What History Also Says
Dubai property has absorbed shocks before. The 2009 financial crisis sent prices down by half — followed by a full recovery and then record-breaking years. COVID was a scare that turned into one of the best buying windows in the city’s history. The pattern, every single time, has been: short-term sentiment shock, then recovery driven by structural demand that never actually went away.
The structural demand is still there. Dubai’s population is growing. Income is untaxed. The city remains the regional hub for business, finance, and lifestyle for millions of people who are not going anywhere. None of that changed on February 28.
The Honest Summary
Stocks fell. Property held. Sellers are not capitulating. Buyers are circling but not finding the bargains they hoped for.

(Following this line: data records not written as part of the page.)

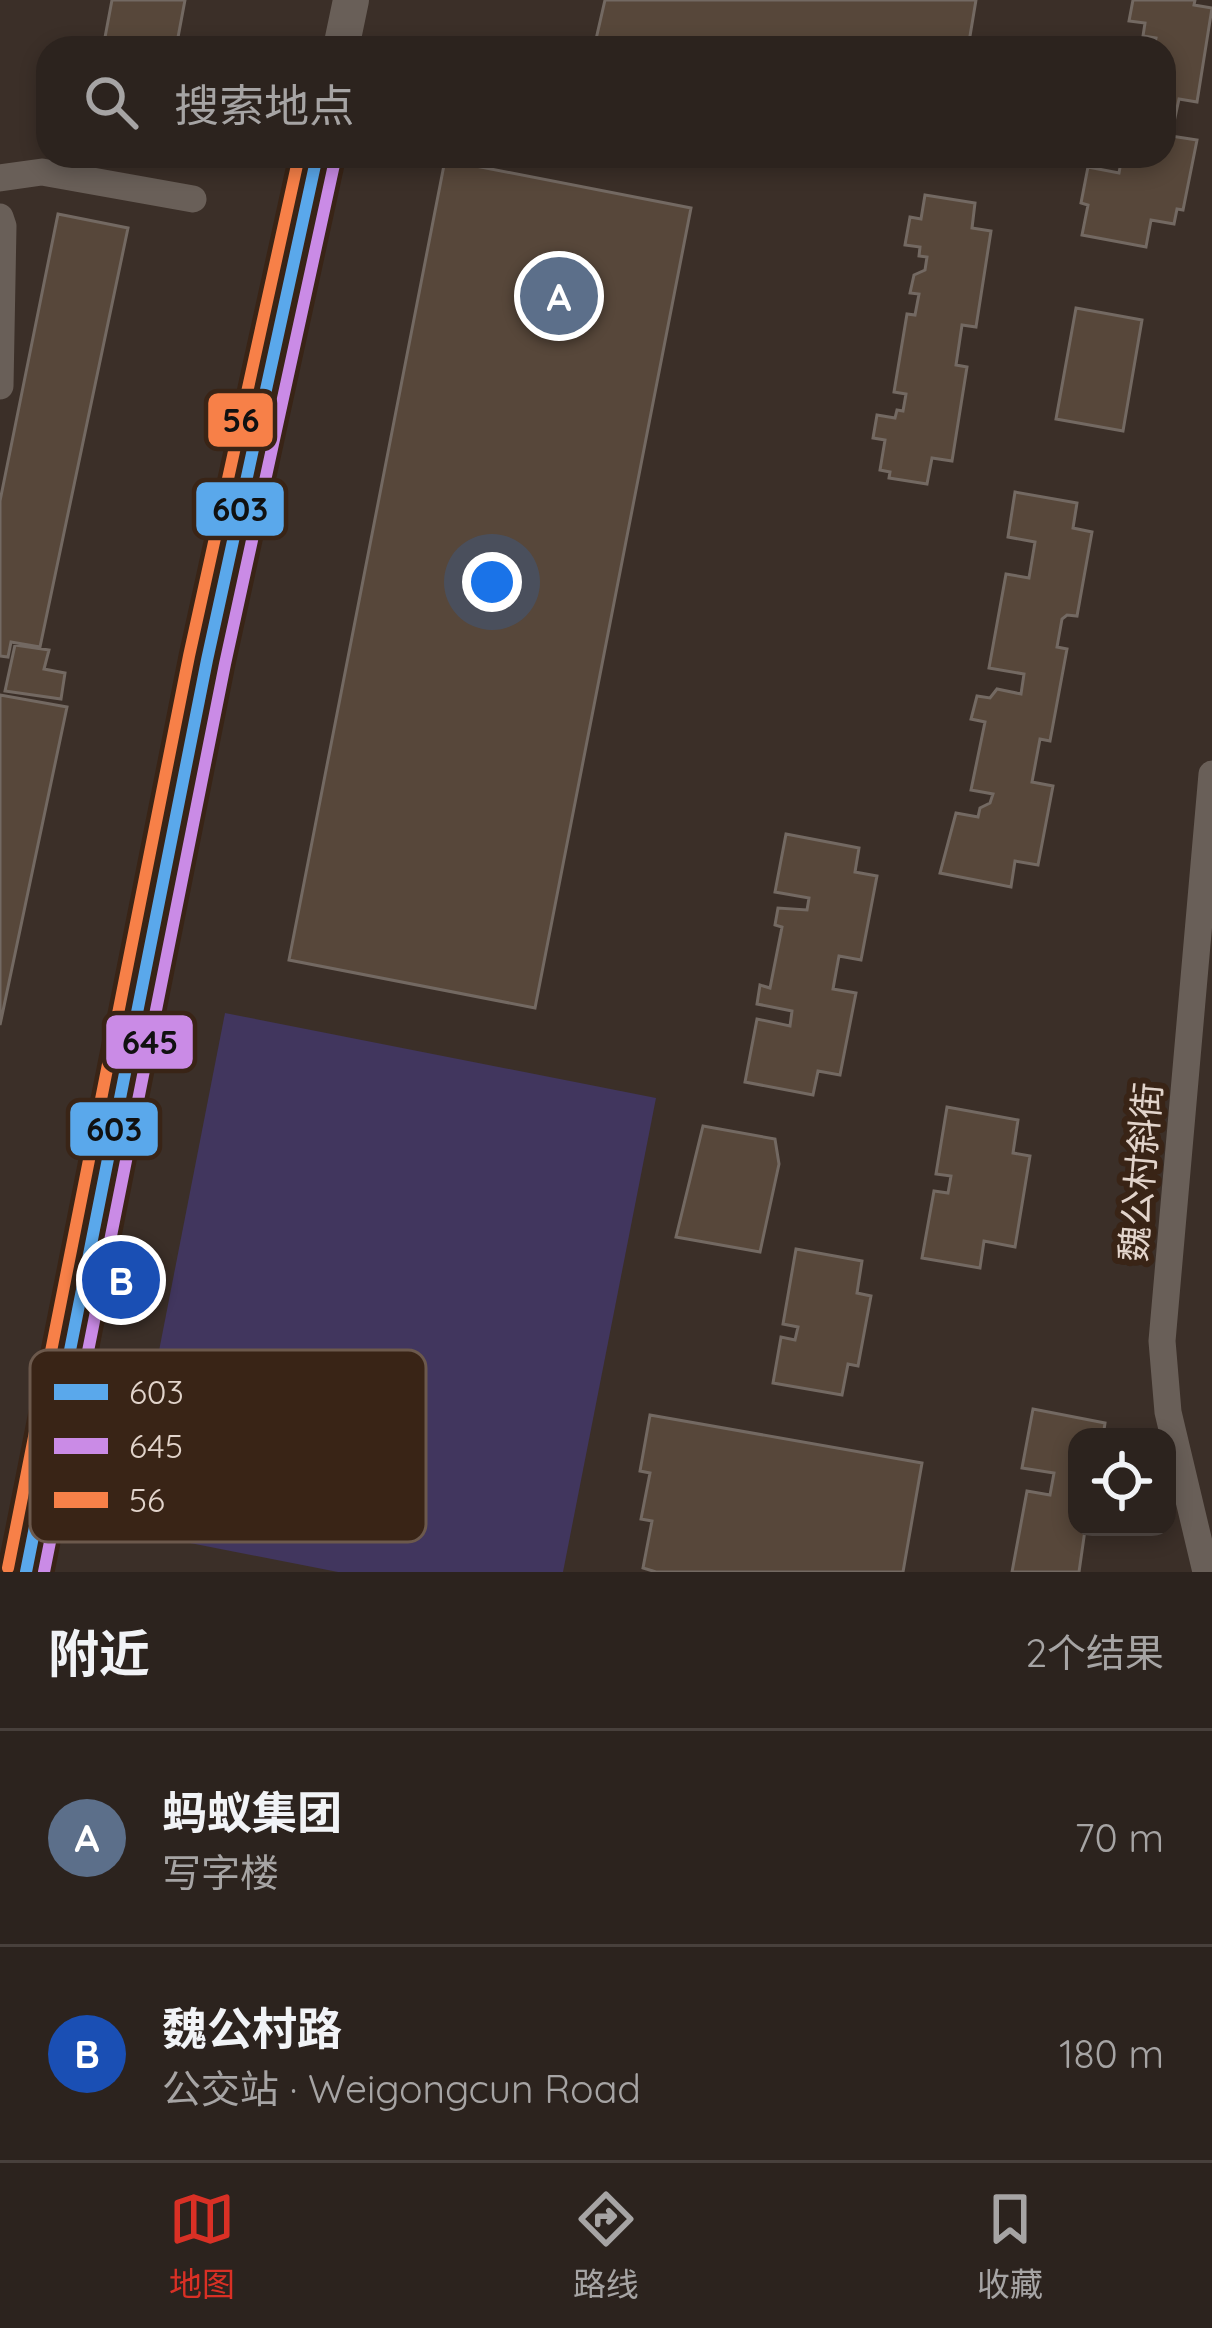 <!DOCTYPE html>
<html lang="zh">
<head>
<meta charset="utf-8">
<style>
	:root { --surface:#2c231e; --page:#382f2b; --text:#f1f3f6; --muted:#a6a4a4; --line:#48403c; --accent:#d93025 }
	body { margin:0; font-family:Quicksand,"Noto Sans SC",sans-serif; background:var(--page); color:var(--text) }
	.controls { position:absolute; right:36px; bottom:36px; display:grid; overflow:hidden; border-radius:24px; box-shadow:0 6px 18px #0003 }
	.controls button { width:108px; height:108px; display:grid; place-items:center; padding:0; border:0; border-bottom:3px solid var(--line); background:var(--surface); color:var(--text); font:60px sans-serif }
	.you { position:absolute; left:492px; top:582px; width:42px; height:42px; margin:-30px; border:9px solid #fff; border-radius:50%; background:#1a73e8; box-shadow:0 0 0 18px #1a73e833 }
	.badge { display:grid; place-items:center; width:78px; height:78px; border-radius:50%; background:var(--accent); color:#fff; font-size:39px; font-weight:700 }
	.pin { position:absolute; translate:-50% -50%; border:6px solid #fff; box-shadow:0 3px 12px #0006 }
	.list { margin:0; padding:0; list-style:none }
	h2 { display:flex; justify-content:space-between; align-items:center; height:156px; margin:0; padding:0 48px; font-size:51px }
	h2 small { font-size:39px; font-weight:400; color:var(--muted) }
	.list li { display:grid; grid-template-columns:78px 1fr auto; gap:36px; align-items:center; box-sizing:border-box; height:216px; padding:0 48px; border-top:3px solid var(--line) }
	.list b { display:block; font-size:45px; white-space:nowrap }
	.list p { margin:0; font-size:39px; white-space:nowrap; color:var(--muted) }
	.list em { font-size:39px; font-style:normal; color:var(--muted) }
	.icon { flex:none; width:66px; height:66px; fill:none; stroke:currentColor; stroke-width:2; stroke-linecap:round; stroke-linejoin:round }
	.map { position:relative; flex:none; width:1212px; height:1572px; overflow:hidden }
	.search { position:absolute; background:var(--surface); box-shadow:0 6px 18px #0003; left:36px; right:36px; top:36px; height:132px; display:flex; align-items:center; gap:30px; box-sizing:border-box; padding:0 42px; border-radius:36px; color:var(--muted); font-size:45px }
	.sheet { height:588px; background:var(--surface) }
	nav { display:flex; justify-content:space-around; align-items:center; box-sizing:border-box; height:168px; border-top:3px solid var(--line); background:var(--surface); font-size:33px; color:var(--muted) }
	nav a { display:grid; justify-items:center; gap:6px }
	nav .on { color:var(--accent) }
	.map>svg:first-child { display:block }
	.green { fill:#41365e }
	.building { fill:#57473a; stroke:#736962; stroke-width:3 }
	.lines { fill:none; stroke-linecap:round; stroke-linejoin:round }
	.minor { stroke:#695f58; stroke-width:27 }
	.tertiary { stroke:#695f58; stroke-width:36 }
	.bus-1-casing { stroke:#392416; stroke-width:21 }
	.bus-2-casing { stroke:#392416; stroke-width:21 }
	.bus-3-casing { stroke:#392416; stroke-width:21 }
	.bus-1 { stroke:#5aa8eb; stroke-width:12 }
	.bus-2 { stroke:#ca8be6; stroke-width:12 }
	.bus-3 { stroke:#f78048; stroke-width:12 }
	.labels { text-anchor:middle; dominant-baseline:central; stroke-width:12; stroke-linejoin:round; paint-order:stroke }
	.street-label { font-size:36px; fill:#e2d4cb; stroke:#392416 }
	.key { fill:#392416; stroke:#6c594c; stroke-width:3 }
	.key-label { font-size:33px; fill:#e2d4cb }
	.line-badge { stroke:#392416; stroke-width:4.5 }
	.pale-badge-label { font-size:33px; text-anchor:middle; font-weight:bold; fill:#111 }
</style>
</head>
<body>
<div class="map">
<svg width="1212" height="1572" viewBox="0 0 1212 1572">
	<rect width="100%" height="100%" fill="#3b2f28"/>
	<path class="green" d="M225 1013 656 1098 563 1572H338L124 1530Z"/>
	<path class="building" d="M112 0H185L176 48H103Z
		M605 0H976L968 48H594Z
		M1133 0H1195L1194 5 1212 8 1197 102 1179 99 1171 136 1197 140 1183 210 1177 209 1174 224 1151 220 1146 247 1082 235 1088 205 1081 203 1088 167 1119 173 1122 156H1164V48H1154L1156 38 1143 36 1145 23 1129 21Z
		M445 160 691 208 535 1008 289 960Z
		M925 195 975 203 972 228 991 231 976 327 962 325 956 365 967 367 952 461 932 458 927 484 889 478 890 472 880 470 885 440 873 438 877 415 895 418 897 410 903 411 906 394 894 392 907 314 915 315 919 294 910 293 914 275 925 270 927 257 919 256 920 247 905 245 910 217 921 219Z
		M58 214 128 228 40 647 11 642 8 657 0 656V501Z
		M1076 308 1142 320 1123 431 1056 419Z
		M1015 492 1077 503 1073 528 1092 532 1077 616 1067 615 1062 619 1057 647 1067 649 1050 741 1040 739 1032 782 1053 786 1038 865 1015 861 1011 887 940 873 956 813 978 817 980 808 990 803 993 794 971 790 985 722 971 719 977 696 990 698 997 689 1021 694 1024 674 989 668 1006 574 1029 578 1035 542 1008 537Z
		M15 645 49 650 44 669 65 673 61 699 5 691Z
		M0 695 67 707 0 1025Z
		M786 834 859 848 855 872 877 876 861 960 839 956 833 989 856 993 840 1075 818 1071 813 1095 745 1082 757 1019 790 1026 792 1011 757 1004 760 985 770 988 782 927 775 925 778 908 807 910 809 898 775 892Z
		M947 1107 1018 1120 1013 1153 1030 1156 1015 1247 984 1241 980 1268 922 1258 934 1191 948 1193 951 1176 936 1174Z
		M703 1126 775 1139 779 1164 760 1252 676 1237Z
		M796 1249 862 1261 857 1293 871 1296 858 1366 848 1364 842 1395 773 1383 781 1337 795 1340 798 1327 783 1324Z
		M1033 1409 1105 1423 1103 1437H1077V1527H1110L1109 1534 1085 1530 1079 1572H1012L1027 1491 1050 1495 1054 1473 1022 1468Z
		M650 1415 922 1463 903 1572H656L643 1568 652 1521 641 1519 650 1473 640 1471Z"/>
	<g class="lines">
		<path class="minor" d="M0 178 42 172 193 199
			M0 217 3 226 0 386
			M1206 1572 1168 1412 1162 1341 1212 774"/>
		<path class="tertiary" d="M341 48 351 0
			M26 1572 207 660 317 156"/>
		<g class="bus-1-casing">
			<path id="bus-1" d="M26 1572 207 660 317 156"/>
		</g>
		<g class="bus-2-casing">
			<path id="bus-2" d="M44 1572 225 664 335 160"/>
		</g>
		<g class="bus-3-casing">
			<path id="bus-3" d="M8 1568 189 656 299 156"/>
		</g>
		<use href="#bus-1" class="bus-1"/>
		<use href="#bus-2" class="bus-2"/>
		<use href="#bus-3" class="bus-3"/>
	</g>
	<g class="labels">
		<g class="street-label">
			<text transform="translate(1140 1172) rotate(-85)">魏公村斜街</text>
		</g>
	</g>
	<rect x="30" y="1350" width="396" height="192" rx="18" class="key"/>
	<rect x="54" y="1384" width="54" height="16" fill="#5aa8eb"/>
	<rect x="54" y="1438" width="54" height="16" fill="#ca8be6"/>
	<rect x="54" y="1492" width="54" height="16" fill="#f78048"/>
	<g class="key-label">
		<text x="129" y="1404">603</text>
		<text x="129" y="1458">645</text>
		<text x="129" y="1512">56</text>
	</g>
	<g class="line-badge">
		<rect x="206" y="391" width="69" height="58" rx="12" fill="#f78048"/>
		<rect x="194" y="480" width="92" height="58" rx="12" fill="#5aa8eb"/>
		<rect x="104" y="1013" width="91" height="58" rx="12" fill="#ca8be6"/>
		<rect x="68" y="1100" width="92" height="58" rx="12" fill="#5aa8eb"/>
	</g>
	<g class="pale-badge-label">
		<text x="241" y="432">56</text>
		<text x="240" y="521">603</text>
		<text x="150" y="1054">645</text>
		<text x="114" y="1141">603</text>
	</g>
</svg>
<div class="controls">
<button><svg class="icon" aria-label="locate" viewBox="0 0 24 24"><circle cx="12" cy="12" r="6"/><path d="M12 2v4M12 18v4M2 12h4M18 12h4"/></svg></button>
</div>
<div class="you"></div>
<div class="pin badge" style="left:559px;top:296px;background:#5c6f8a">A</div>
<div class="pin badge" style="left:121px;top:1280px;background:#1a4fb4">B</div>
<div class="search"><svg class="icon" aria-label="search" viewBox="0 0 24 24"><circle cx="10" cy="10" r="6"/><path d="M15 15l6 6"/></svg>搜索地点</div>
</div>
<section class="sheet">
<h2>附近<small>2个结果</small></h2>
<ul class="list">
<li><span class="badge" style="background:#5c6f8a">A</span><div><b>蚂蚁集团</b><p>写字楼</p></div><em>70 m</em></li>
<li><span class="badge" style="background:#1a4fb4">B</span><div><b>魏公村路</b><p>公交站 · Weigongcun Road</p></div><em>180 m</em></li>
</ul>
</section>
<nav>
<a class="on"><svg class="icon" aria-label="map" viewBox="0 0 24 24"><path d="M3 6l6-2 6 2 6-2v14l-6 2-6-2-6 2zM9 4v14M15 6v14"/></svg>地图</a>
<a><svg class="icon" aria-label="directions" viewBox="0 0 24 24"><path d="M12 3l9 9-9 9-9-9zM9 14v-3h6M13 9l2 2-2 2"/></svg>路线</a>
<a><svg class="icon" aria-label="saved" viewBox="0 0 24 24"><path d="M7 4h10v16l-5-4-5 4z"/></svg>收藏</a>
</nav>
</body>
</html>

Transaction activity is continuing.
Is there uncertainty? Yes. Could that change? Yes, if the conflict escalates materially. But as of today — almost three weeks in — the Dubai property market is not in distress. Anyone who sold out of panic in the first week of March made a mistake. Anyone waiting for a 2020-style buying window may be waiting a long time.
The market is not in free fall. It is in a standoff. And right now, the sellers are holding the line.
*The views expressed in this article reflect publicly available market data and agent commentary as of 17 March 2026. This article is for informational purposes only and does not constitute financial or investment advice.